* [Data to examine]
- - -
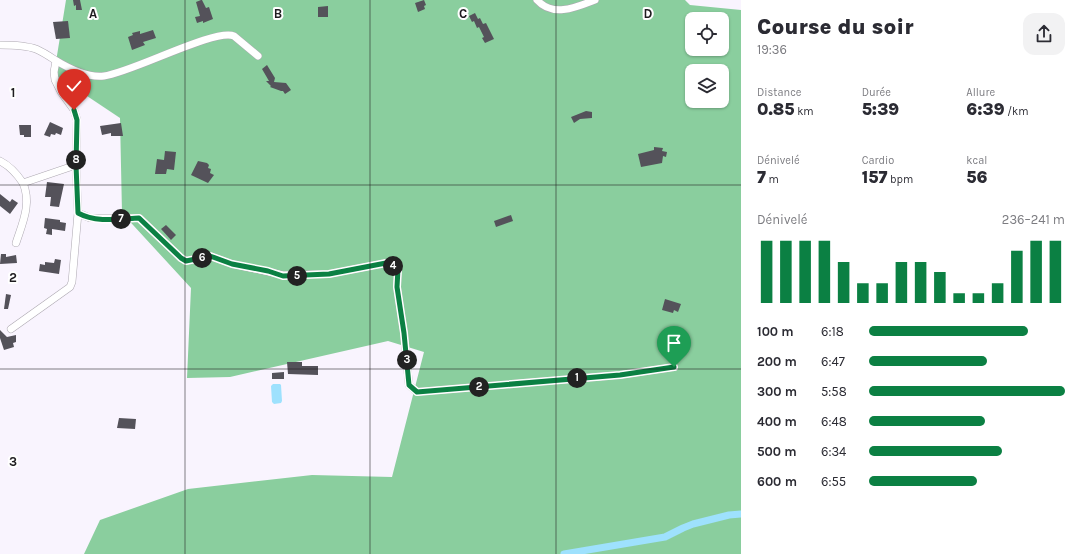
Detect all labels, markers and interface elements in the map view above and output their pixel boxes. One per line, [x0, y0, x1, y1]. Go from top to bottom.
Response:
text: A [89, 6, 97, 21]
text: B [274, 6, 282, 21]
text: C [459, 6, 467, 21]
text: D [644, 6, 653, 21]
map controls [685, 12, 729, 108]
button: locate [685, 12, 729, 56]
button: share [1023, 13, 1065, 55]
text: Course du soir [757, 14, 914, 40]
text: 19:36 [757, 42, 787, 57]
button: layers [685, 64, 729, 108]
pin [57, 69, 91, 110]
icon: check [63, 75, 85, 97]
text: 1 [11, 85, 15, 100]
text: Distance [757, 86, 801, 99]
text: Durée [862, 86, 891, 99]
text: Allure [966, 86, 995, 99]
text: 0.85 [757, 99, 795, 119]
text: 5:39 [862, 99, 899, 119]
text: 6:39 [966, 99, 1005, 119]
text: km [795, 105, 814, 118]
text: /km [1005, 105, 1028, 118]
pin: 8 [66, 150, 86, 170]
text: 8 [72, 153, 80, 166]
text: Dénivelé [757, 154, 800, 167]
text: Cardio [862, 154, 894, 167]
text: kcal [966, 154, 987, 167]
text: 7 [757, 167, 766, 187]
text: 157 [862, 167, 887, 187]
text: 56 [966, 167, 987, 187]
text: m [766, 173, 779, 186]
text: bpm [887, 173, 913, 186]
pin: 7 [111, 209, 131, 229]
text: 7 [118, 212, 124, 225]
text: Dénivelé [757, 212, 808, 227]
text: 236–241 m [1002, 212, 1065, 227]
pin: 6 [192, 248, 212, 268]
text: 6 [199, 251, 205, 264]
pin: 4 [383, 256, 403, 276]
text: 4 [390, 259, 396, 272]
pin: 5 [287, 266, 307, 286]
text: 5 [294, 269, 300, 282]
text: 2 [9, 270, 17, 285]
text: 100 m [757, 324, 794, 339]
text: 6:18 [821, 324, 844, 339]
pin [657, 326, 691, 367]
icon: arrive [663, 332, 685, 354]
pin: 3 [397, 350, 417, 370]
text: 3 [404, 353, 410, 366]
text: 200 m [757, 354, 797, 369]
text: 6:47 [821, 354, 845, 369]
pin: 1 [567, 368, 587, 388]
text: 1 [575, 371, 579, 384]
pin: 2 [469, 377, 489, 397]
text: 2 [476, 380, 482, 393]
text: 300 m [757, 384, 797, 399]
text: 5:58 [821, 384, 847, 399]
text: 400 m [757, 414, 797, 429]
text: 6:48 [821, 414, 847, 429]
text: 500 m [757, 444, 797, 459]
text: 6:34 [821, 444, 846, 459]
text: 3 [9, 454, 17, 469]
text: 600 m [757, 474, 797, 489]
text: 6:55 [821, 474, 846, 489]

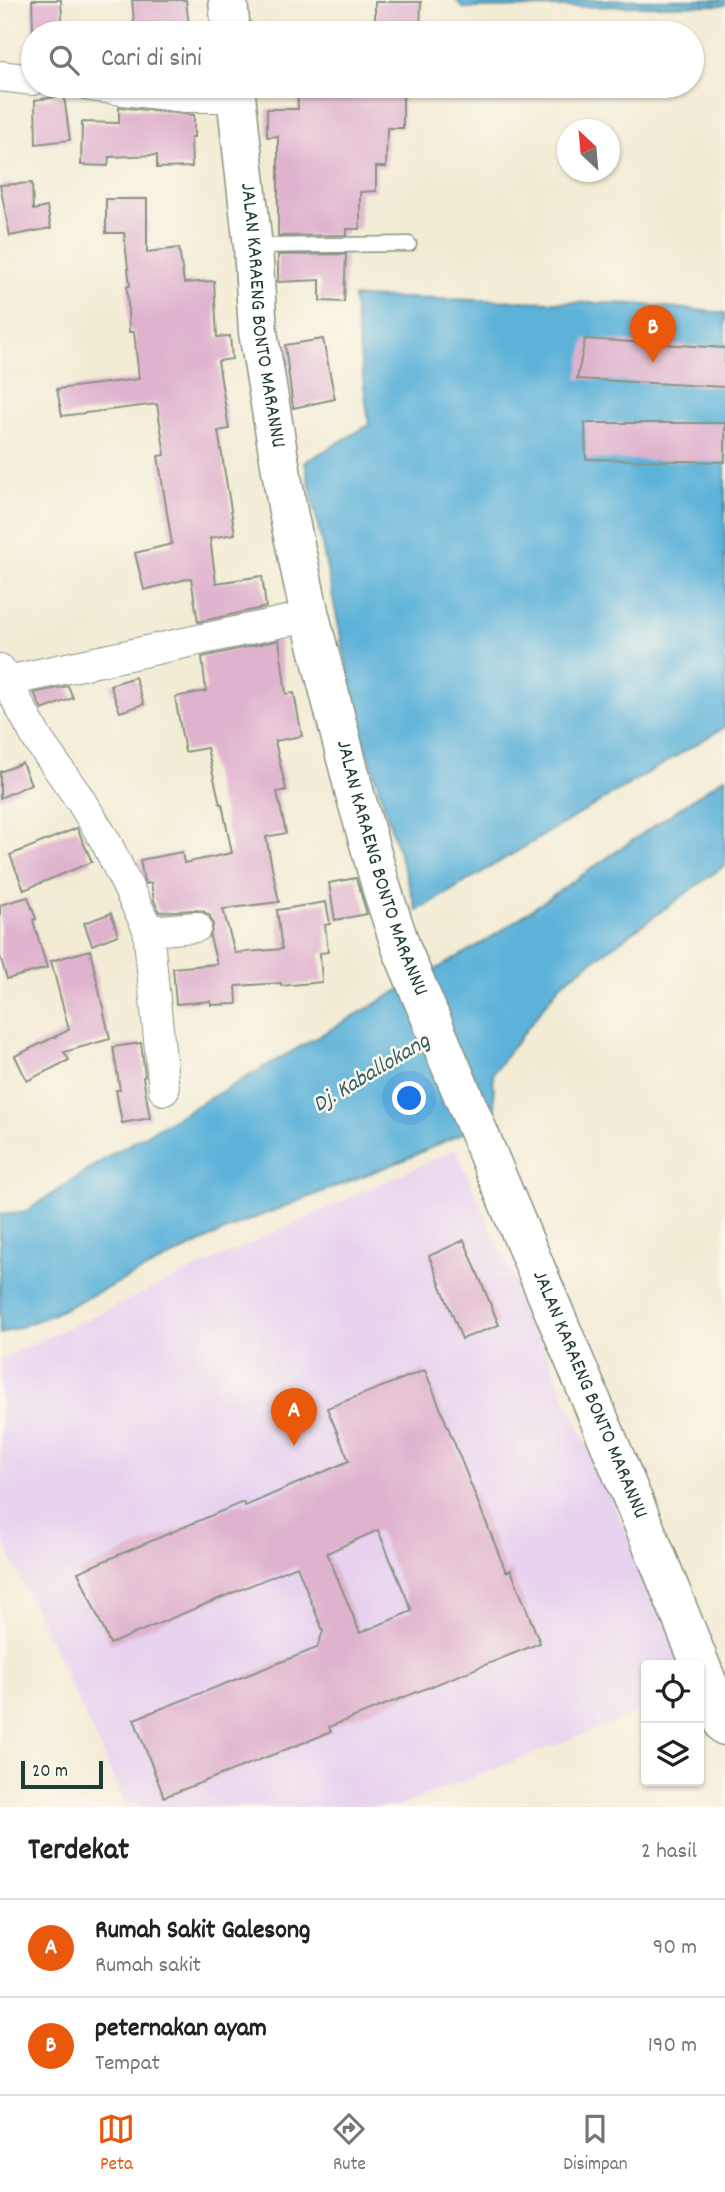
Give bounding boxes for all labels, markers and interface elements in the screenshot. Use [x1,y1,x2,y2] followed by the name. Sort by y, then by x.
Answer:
[21,21,704,98] search box
[45,41,83,79] icon: search
[101,41,202,78] text: Cari di sini
[557,119,620,182] north arrow
[231,181,292,450] street label: JALAN KARAENG BONTO MARANNU
[630,305,676,363] pin: B
[327,737,435,1001] street label: JALAN KARAENG BONTO MARANNU
[307,1026,438,1122] water label: Dj. Kaballokang
[392,1081,426,1115] your location
[523,1266,654,1524] street label: JALAN KARAENG BONTO MARANNU
[271,1388,317,1446] pin: A
[641,1660,704,1786] map controls
[641,1660,704,1723] button: locate
[641,1723,704,1786] button: layers
[21,1758,103,1790] scale bar
[32,1759,68,1786] text: 20 m
[28,1831,129,1874] text: Terdekat
[641,1836,697,1869] text: 2 hasil
[95,1913,310,1950] text: Rumah Sakit Galesong
[45,1932,57,1965] text: A
[653,1932,697,1965] text: 90 m
[95,1950,201,1983] text: Rumah sakit
[95,2011,267,2048] text: peternakan ayam
[46,2030,56,2063] text: B
[648,2030,697,2063] text: 190 m
[95,2048,160,2081] text: Tempat
[97,2110,135,2179] tab: Peta
[330,2110,368,2179] tab: Rute
[563,2110,628,2179] tab: Disimpan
- - -
Exactly how many lines of the records include "button"? Provide the number by itself.

5